Talent Management Articles – Recruiting for Remote Locations

While many urban businesses and organizations are experiencing difficulty attracting qualified candidates, organizations in rural and northern more isolated communities have an even greater challenge. Location! 

Whereas marketing guru’s shout out “location, location, and location” as the key message to attract business, location isn’t the winning formula when undertaking an executive search for a more isolated community. In fact, location can be very much of a detriment that could slow down a candidate search and frustrate the best of selection committee.

Yet, these rural and isolated communities do indeed have a lot to offer but part of the challenge is that members of a selection committee often take themselves for granted. They forget to recognize the many features and benefits their location does have to offer. And they don’t know how to market these benefits. This is where an executive search professional can help.

An executive search professional will assist a selection committee to look at other features of their location such as identifying and promoting the environmental and community features they have to offer. In many cases, I find that a rural or isolated location offers closer interpersonal relationships with a wide variety of professionals. Location often offers the intrinsic reward of an accelerated career path as tenure will broaden one’s scope of experience and learning which in turn creates longer-term advancement opportunities for a candidate. This is especially true for specialists and for those candidates interested in management.

The search committee also needs to examine other benefits their location has to offer. Most frequently the location would be attractive to candidates who are already engaged in similar sports and activities or who enjoy adventure. We work with the committee to identify activities for adults, children and families. We review the overall lifestyle and note the areas that would be attractive to candidates.

As well, we examine areas where people can volunteer at various charities and we review the schools, churches and health facilities. All of these elements help us to build a picture of life in the community and to specifically focus on items that would attract high-qualified candidates.

The role of an executive search consultant in this case is to assist the selection committee to package and market their job opportunity to those individuals who have an affinity for similar surroundings. Therefore, the first step I take is to truly understand all of the benefits and challenges of the community and within the job itself.

I begin by interviewing current members of the selection committee and also reach out to other selected employees to learn what attracted them to their location and job opportunity and what makes them stay. I ask these interviewees to describe their lifestyle, what they do in their leisure time, what professional accomplishments they have made in their role and what benefits they feel they enjoy because of the location.
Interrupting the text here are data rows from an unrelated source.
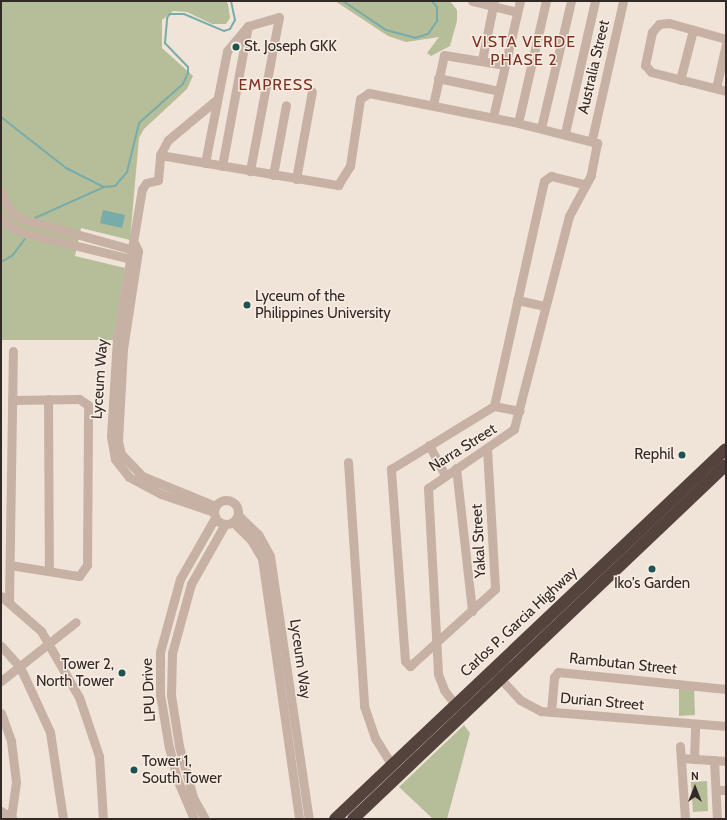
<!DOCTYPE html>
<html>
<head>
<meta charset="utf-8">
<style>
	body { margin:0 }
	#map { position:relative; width:727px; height:820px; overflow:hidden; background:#f0e3d8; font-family:Cabin,sans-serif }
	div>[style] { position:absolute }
	.green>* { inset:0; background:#b5be98 }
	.water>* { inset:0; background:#78acaa }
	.stream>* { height:2px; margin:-1px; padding:0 1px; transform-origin:1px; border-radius:1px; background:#78acaa }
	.minor>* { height:9px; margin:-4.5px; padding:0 4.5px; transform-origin:4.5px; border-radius:4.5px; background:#c7b1a4 }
	.minor>.ring { margin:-4.5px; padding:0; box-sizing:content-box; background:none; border:9px solid #c7b1a4; border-radius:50% }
	.highway>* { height:12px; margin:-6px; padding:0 6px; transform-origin:6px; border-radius:6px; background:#54423d }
	.dots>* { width:11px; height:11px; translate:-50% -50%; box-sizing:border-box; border:2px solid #f8ede3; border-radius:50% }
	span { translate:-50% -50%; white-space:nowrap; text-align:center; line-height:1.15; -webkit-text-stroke:3px #f8ede3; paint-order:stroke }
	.poi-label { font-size:15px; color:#332926 }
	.left { translate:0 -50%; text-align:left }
	.right { translate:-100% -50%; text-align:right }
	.street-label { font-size:15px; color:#332926 }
	.neighbourhood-label { font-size:16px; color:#7f3021; letter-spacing:1px }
	.frame { position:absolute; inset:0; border:2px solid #332926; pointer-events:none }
	.north { position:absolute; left:675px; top:768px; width:40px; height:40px; -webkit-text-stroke:3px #f8ede3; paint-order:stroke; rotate:0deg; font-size:11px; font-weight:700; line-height:16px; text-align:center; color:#332926 }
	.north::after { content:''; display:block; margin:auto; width:14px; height:18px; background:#332926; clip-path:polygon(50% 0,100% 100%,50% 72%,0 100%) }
</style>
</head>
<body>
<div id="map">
	<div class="green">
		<div style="clip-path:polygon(1px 1px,226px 1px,228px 4px,230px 18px,226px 24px,212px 24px,187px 12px,173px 11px,162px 20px,162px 48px,193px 76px,187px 89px,144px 129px,139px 138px,130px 240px,81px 228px,75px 256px,125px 268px,113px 340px,1px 340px)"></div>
		<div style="clip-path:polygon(335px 1px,450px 1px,457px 10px,457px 21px,450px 46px,431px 56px,427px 53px,439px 37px,406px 42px,388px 36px)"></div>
		<div style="clip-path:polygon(679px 687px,694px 687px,695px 715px,679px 716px)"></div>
		<div style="clip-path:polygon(464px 725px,470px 733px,447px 819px,433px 819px,399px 787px)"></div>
		<div style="clip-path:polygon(707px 781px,708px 811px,693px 812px,691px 782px)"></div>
	</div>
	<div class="water">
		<div style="clip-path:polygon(103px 210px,125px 215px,122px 228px,100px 223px)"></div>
	</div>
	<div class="stream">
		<div style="left:343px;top:1px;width:52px;rotate:34deg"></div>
		<div style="left:386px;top:30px;width:30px;rotate:15deg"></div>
		<div style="left:415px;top:38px;width:14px;rotate:-17deg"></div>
		<div style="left:428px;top:34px;width:16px;rotate:-55deg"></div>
		<div style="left:437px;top:21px;width:14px;rotate:-90deg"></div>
		<div style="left:437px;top:7px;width:8px;rotate:-130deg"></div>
		<div style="left:1px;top:117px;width:83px;rotate:38.1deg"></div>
		<div style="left:66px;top:168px;width:42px;rotate:26.6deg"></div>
		<div style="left:104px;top:187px;width:11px;rotate:-5deg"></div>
		<div style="left:115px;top:186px;width:18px;rotate:-49deg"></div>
		<div style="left:127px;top:172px;width:50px;rotate:-76.2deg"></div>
		<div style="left:139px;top:123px;width:59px;rotate:-41.6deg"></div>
		<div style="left:183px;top:84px;width:12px;rotate:-66deg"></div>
		<div style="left:188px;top:73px;width:6px;rotate:-90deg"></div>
		<div style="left:188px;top:67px;width:33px;rotate:-134deg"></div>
		<div style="left:165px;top:43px;width:25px;rotate:-85deg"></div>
		<div style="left:167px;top:18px;width:5px;rotate:-53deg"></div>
		<div style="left:170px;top:14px;width:14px"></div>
		<div style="left:184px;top:14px;width:43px;rotate:23deg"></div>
		<div style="left:224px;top:31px;width:6px;rotate:-18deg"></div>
		<div style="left:230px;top:29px;width:10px;rotate:-61deg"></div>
		<div style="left:235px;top:20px;width:19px;rotate:-102deg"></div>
		<div style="left:35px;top:218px;width:76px;rotate:-24.2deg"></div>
		<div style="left:1px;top:262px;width:13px;rotate:-29deg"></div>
		<div style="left:12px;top:256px;width:21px;rotate:-53deg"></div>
	</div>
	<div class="minor">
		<div style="left:472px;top:1px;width:46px;rotate:13.7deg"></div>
		<div style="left:726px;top:39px;width:59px;rotate:-164.3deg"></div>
		<div style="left:669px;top:23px;width:10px;rotate:174deg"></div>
		<div style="left:659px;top:24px;width:11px;rotate:131deg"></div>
		<div style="left:652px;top:32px;width:34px;rotate:102deg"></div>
		<div style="left:645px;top:65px;width:9px;rotate:49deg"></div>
		<div style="left:651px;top:72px;width:77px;rotate:14.2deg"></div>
		<div style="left:482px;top:60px;width:60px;rotate:-78.5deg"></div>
		<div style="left:438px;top:78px;width:62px;rotate:12deg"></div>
		<div style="left:680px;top:80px;width:52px;rotate:-75.4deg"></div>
		<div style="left:716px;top:88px;width:45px;rotate:-77.2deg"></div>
		<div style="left:433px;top:105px;width:51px;rotate:-77.6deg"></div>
		<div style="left:444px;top:55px;width:62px;rotate:9.3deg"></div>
		<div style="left:493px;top:117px;width:119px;rotate:-76.9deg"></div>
		<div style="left:518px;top:123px;width:125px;rotate:-77.1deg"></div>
		<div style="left:541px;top:128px;width:130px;rotate:-76.7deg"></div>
		<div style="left:565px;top:133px;width:135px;rotate:-77.2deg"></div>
		<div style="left:592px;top:139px;width:141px;rotate:-77.3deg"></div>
		<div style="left:160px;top:155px;width:181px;rotate:9.6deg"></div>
		<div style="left:338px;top:185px;width:22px;rotate:-58deg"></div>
		<div style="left:350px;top:166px;width:68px;rotate:-81.5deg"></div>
		<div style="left:360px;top:99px;width:11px;rotate:-34deg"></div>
		<div style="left:369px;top:93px;width:148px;rotate:11.3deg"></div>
		<div style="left:514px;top:122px;width:86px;rotate:14.2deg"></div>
		<div style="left:597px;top:143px;width:33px;rotate:101deg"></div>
		<div style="left:591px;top:175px;width:47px;rotate:118.2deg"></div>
		<div style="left:569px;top:216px;width:220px;rotate:104.5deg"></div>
		<div style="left:514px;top:429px;width:104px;rotate:145.5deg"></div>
		<div style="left:428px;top:488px;width:186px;rotate:86.9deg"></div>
		<div style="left:438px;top:674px;width:17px;rotate:69deg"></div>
		<div style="left:444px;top:690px;width:24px;rotate:52deg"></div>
		<div style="left:205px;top:163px;width:114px;rotate:-78.9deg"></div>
		<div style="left:227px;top:51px;width:33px;rotate:-50deg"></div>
		<div style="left:248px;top:26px;width:32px;rotate:-16deg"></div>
		<div style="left:279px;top:17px;width:157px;rotate:100.7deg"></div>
		<div style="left:222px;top:166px;width:142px;rotate:-79.5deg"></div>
		<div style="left:273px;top:175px;width:71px;rotate:-79.5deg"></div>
		<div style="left:296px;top:179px;width:89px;rotate:-79.7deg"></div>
		<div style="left:1px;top:191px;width:21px;rotate:65deg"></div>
		<div style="left:10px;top:210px;width:12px;rotate:42deg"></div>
		<div style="left:19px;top:218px;width:123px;rotate:15.6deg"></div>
		<div style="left:1px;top:217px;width:16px;rotate:43deg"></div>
		<div style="left:13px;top:228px;width:17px;rotate:21deg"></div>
		<div style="left:29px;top:234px;width:109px;rotate:13.8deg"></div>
		<div style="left:135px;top:244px;width:8px;rotate:67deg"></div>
		<div style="left:138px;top:251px;width:99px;rotate:98.7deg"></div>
		<div style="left:123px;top:349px;width:92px;rotate:93.1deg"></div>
		<div style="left:118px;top:441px;width:13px;rotate:77deg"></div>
		<div style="left:121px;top:454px;width:30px;rotate:46deg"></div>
		<div style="left:142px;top:476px;width:79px;rotate:22.3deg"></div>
		<div style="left:517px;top:300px;width:29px;rotate:12deg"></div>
		<div style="left:48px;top:399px;width:172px;rotate:89.7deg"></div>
		<div style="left:494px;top:406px;width:230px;rotate:-77.5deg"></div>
		<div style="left:544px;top:181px;width:9px;rotate:-36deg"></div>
		<div style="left:551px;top:176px;width:36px;rotate:14deg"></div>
		<div style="left:494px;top:406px;width:26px;rotate:11deg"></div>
		<div style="left:429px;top:445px;width:34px;rotate:62deg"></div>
		<div style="left:487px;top:449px;width:140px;rotate:86.7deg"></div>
		<div style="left:495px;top:589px;width:115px;rotate:137.8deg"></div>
		<div style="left:410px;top:666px;width:7px;rotate:-135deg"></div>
		<div style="left:405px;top:661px;width:193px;rotate:-94.2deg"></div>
		<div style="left:391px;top:469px;width:121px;rotate:-31.5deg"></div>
		<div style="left:348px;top:462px;width:245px;rotate:86.2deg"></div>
		<div style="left:364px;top:706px;width:34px;rotate:71deg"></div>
		<div style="left:375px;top:738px;width:32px;rotate:58deg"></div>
		<div style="left:456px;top:468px;width:144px;rotate:83.6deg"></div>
		<div class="ring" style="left:214px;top:500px;width:15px;height:15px"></div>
		<div style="left:214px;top:512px;width:56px;rotate:-161.2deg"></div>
		<div style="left:161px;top:494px;width:36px;rotate:-152deg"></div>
		<div style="left:129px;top:477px;width:23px;rotate:-128deg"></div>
		<div style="left:115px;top:459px;width:23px;rotate:-100deg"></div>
		<div style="left:111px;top:436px;width:98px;rotate:-86.5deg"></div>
		<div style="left:117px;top:338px;width:151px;rotate:-80.5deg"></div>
		<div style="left:142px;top:189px;width:7px;rotate:-56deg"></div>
		<div style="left:146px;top:183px;width:12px;rotate:-14deg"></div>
		<div style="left:158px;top:180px;width:25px;rotate:-85deg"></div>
		<div style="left:160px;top:155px;width:17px;rotate:-62deg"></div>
		<div style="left:168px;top:140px;width:61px;rotate:-39.7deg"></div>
		<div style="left:238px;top:515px;width:28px;rotate:44deg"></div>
		<div style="left:258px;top:534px;width:25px;rotate:61deg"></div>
		<div style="left:270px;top:556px;width:266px;rotate:81.6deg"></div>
		<div style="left:233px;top:522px;width:25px;rotate:45deg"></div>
		<div style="left:251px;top:540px;width:21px;rotate:59deg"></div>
		<div style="left:262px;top:558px;width:264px;rotate:81.9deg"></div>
		<div style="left:10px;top:565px;width:70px;rotate:9.1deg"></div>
		<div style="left:79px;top:576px;width:14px;rotate:-54deg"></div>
		<div style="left:87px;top:565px;width:160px;rotate:-89.6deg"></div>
		<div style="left:88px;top:405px;width:11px;rotate:-146deg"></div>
		<div style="left:79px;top:399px;width:67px;rotate:179.1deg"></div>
		<div style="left:1px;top:596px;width:53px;rotate:41.2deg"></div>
		<div style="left:41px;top:631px;width:76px;rotate:60.1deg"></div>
		<div style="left:79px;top:697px;width:62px;rotate:71.3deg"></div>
		<div style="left:99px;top:756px;width:63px;rotate:86.4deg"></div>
		<div style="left:9px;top:602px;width:251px;rotate:-89.1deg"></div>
		<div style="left:1px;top:646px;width:28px;rotate:48deg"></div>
		<div style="left:20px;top:667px;width:72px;rotate:65.2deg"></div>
		<div style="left:50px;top:732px;width:88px;rotate:81.5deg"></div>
		<div style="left:496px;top:674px;width:35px;rotate:47deg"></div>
		<div style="left:520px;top:700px;width:24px;rotate:28deg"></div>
		<div style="left:541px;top:711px;width:186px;rotate:4.6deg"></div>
		<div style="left:1px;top:681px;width:95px;rotate:-38.2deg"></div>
		<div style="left:551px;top:712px;width:35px;rotate:-85deg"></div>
		<div style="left:554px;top:677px;width:6px;rotate:-51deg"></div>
		<div style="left:558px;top:672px;width:169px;rotate:5.8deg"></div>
		<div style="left:1px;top:713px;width:30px;rotate:70deg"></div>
		<div style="left:11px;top:741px;width:41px;rotate:83deg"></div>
		<div style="left:16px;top:782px;width:36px;rotate:98deg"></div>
		<div style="left:680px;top:746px;width:73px;rotate:86.1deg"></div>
		<div style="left:681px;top:758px;width:45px;rotate:3.8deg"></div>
		<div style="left:694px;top:759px;width:35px;rotate:-88deg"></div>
		<div style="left:714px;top:760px;width:59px;rotate:87.1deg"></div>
		<div style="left:716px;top:790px;width:10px"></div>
		<div style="left:1px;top:811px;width:14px;rotate:34deg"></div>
		<div style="left:194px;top:819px;width:43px;rotate:-113deg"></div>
		<div style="left:177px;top:779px;width:32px;rotate:-104deg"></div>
		<div style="left:169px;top:748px;width:55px;rotate:-99.5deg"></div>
		<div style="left:160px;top:694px;width:42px;rotate:-90deg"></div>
		<div style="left:160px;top:652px;width:76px;rotate:-74.7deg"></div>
		<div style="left:180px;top:579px;width:70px;rotate:-60.2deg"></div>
		<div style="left:205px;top:819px;width:25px;rotate:-119deg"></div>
		<div style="left:193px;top:797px;width:53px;rotate:-105.4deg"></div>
		<div style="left:179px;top:746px;width:52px;rotate:-98.9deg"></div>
		<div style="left:171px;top:695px;width:42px;rotate:-88.6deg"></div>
		<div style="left:172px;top:653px;width:72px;rotate:-74.6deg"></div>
		<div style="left:191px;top:584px;width:69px;rotate:-60.5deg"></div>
	</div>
	<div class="highway">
		<div style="left:335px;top:819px;width:538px;rotate:-43.42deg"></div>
		<div style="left:353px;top:819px;width:514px;rotate:-43.5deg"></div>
	</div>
	<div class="dots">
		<div style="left:236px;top:47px;background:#1d5352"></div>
		<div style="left:247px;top:305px;background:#1d5352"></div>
		<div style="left:682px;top:455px;background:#1d5352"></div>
		<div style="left:652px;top:569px;background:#1d5352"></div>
		<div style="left:122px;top:673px;background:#1d5352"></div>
		<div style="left:134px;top:770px;background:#1d5352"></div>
	</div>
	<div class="poi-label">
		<span class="left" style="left:244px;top:47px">St. Joseph GKK</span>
		<span class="left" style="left:255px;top:305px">Lyceum of the<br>Philippines University</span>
		<span class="right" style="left:674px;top:455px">Rephil</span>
		<span style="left:652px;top:584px">Iko's Garden</span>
		<span class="right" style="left:114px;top:673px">Tower 2,<br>North Tower</span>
		<span class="left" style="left:142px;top:770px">Tower 1,<br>South Tower</span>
	</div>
	<div class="street-label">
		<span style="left:594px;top:67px;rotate:-77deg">Australia Street</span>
		<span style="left:100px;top:379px;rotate:-86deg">Lyceum Way</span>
		<span style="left:463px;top:448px;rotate:-32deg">Narra Street</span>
		<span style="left:479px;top:541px;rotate:-93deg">Yakal Street</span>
		<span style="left:519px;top:622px;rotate:-43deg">Carlos P. Garcia Highway</span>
		<span style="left:300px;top:659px;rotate:82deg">Lyceum Way</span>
		<span style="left:623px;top:664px;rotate:6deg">Rambutan Street</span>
		<span style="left:149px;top:690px;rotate:-93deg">LPU Drive</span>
		<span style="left:602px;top:702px;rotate:5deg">Durian Street</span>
	</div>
	<div class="neighbourhood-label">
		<span style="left:524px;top:51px">VISTA VERDE<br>PHASE 2</span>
		<span style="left:276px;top:85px">EMPRESS</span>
	</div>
	<div class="frame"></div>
	<div class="north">N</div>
</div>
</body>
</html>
Next, I apply a candidate search strategy. This investment in time by dedicated researchers helps us to target various locales where a potential candidate already appreciates the lifestyle described and is involved in activities offered in the client community. Then from this candidate pool, I deliberately seek individual’s who would benefit from a career progression opportunity beyond where they are working currently. As well, the dedicated researchers dip into candidate pools such construction, the military or other industry sectors that hold highly qualified candidates that are customarily more mobile than others.

Once a number of candidates have been identified, we approach the individuals with the opportunity, inquire about their interests and attempt to “sell” the features and benefits of the job. Once there appears to be an interest, we ask for and screen the resumes and conduct a telephone screening interview. If interest continues, we will frequently send the candidate additional print information and tourism data as well as more in-depth information on the job opportunity.

As the candidate pool is screened and qualifications confirmed, we typically bring the individuals into the client community for a face-to-face interview and a tour. It is important to be as realistic as possible about the features and benefits but also be open and transparent about some of the challenges that will be experienced when in the community. This approach helps to confirm only those clients that have a significant interest and a willingness to commit to the job opportunity. When possible, we might schedule a second visit for the candidate accompanied by a spouse and/or family because candidates will not stay unless the family is happily involved in the community as well.

While of course, I’m biased, I believe that the best bet for rural and isolated communities is to use an external executive search professional. We have the time, resources and network contacts that enable us to reach out to thousands of potential candidates and to screen them effectively. The result will be a qualified candidate with a good reputation and someone who respects, appreciates and values what the community and job opportunity has to offer.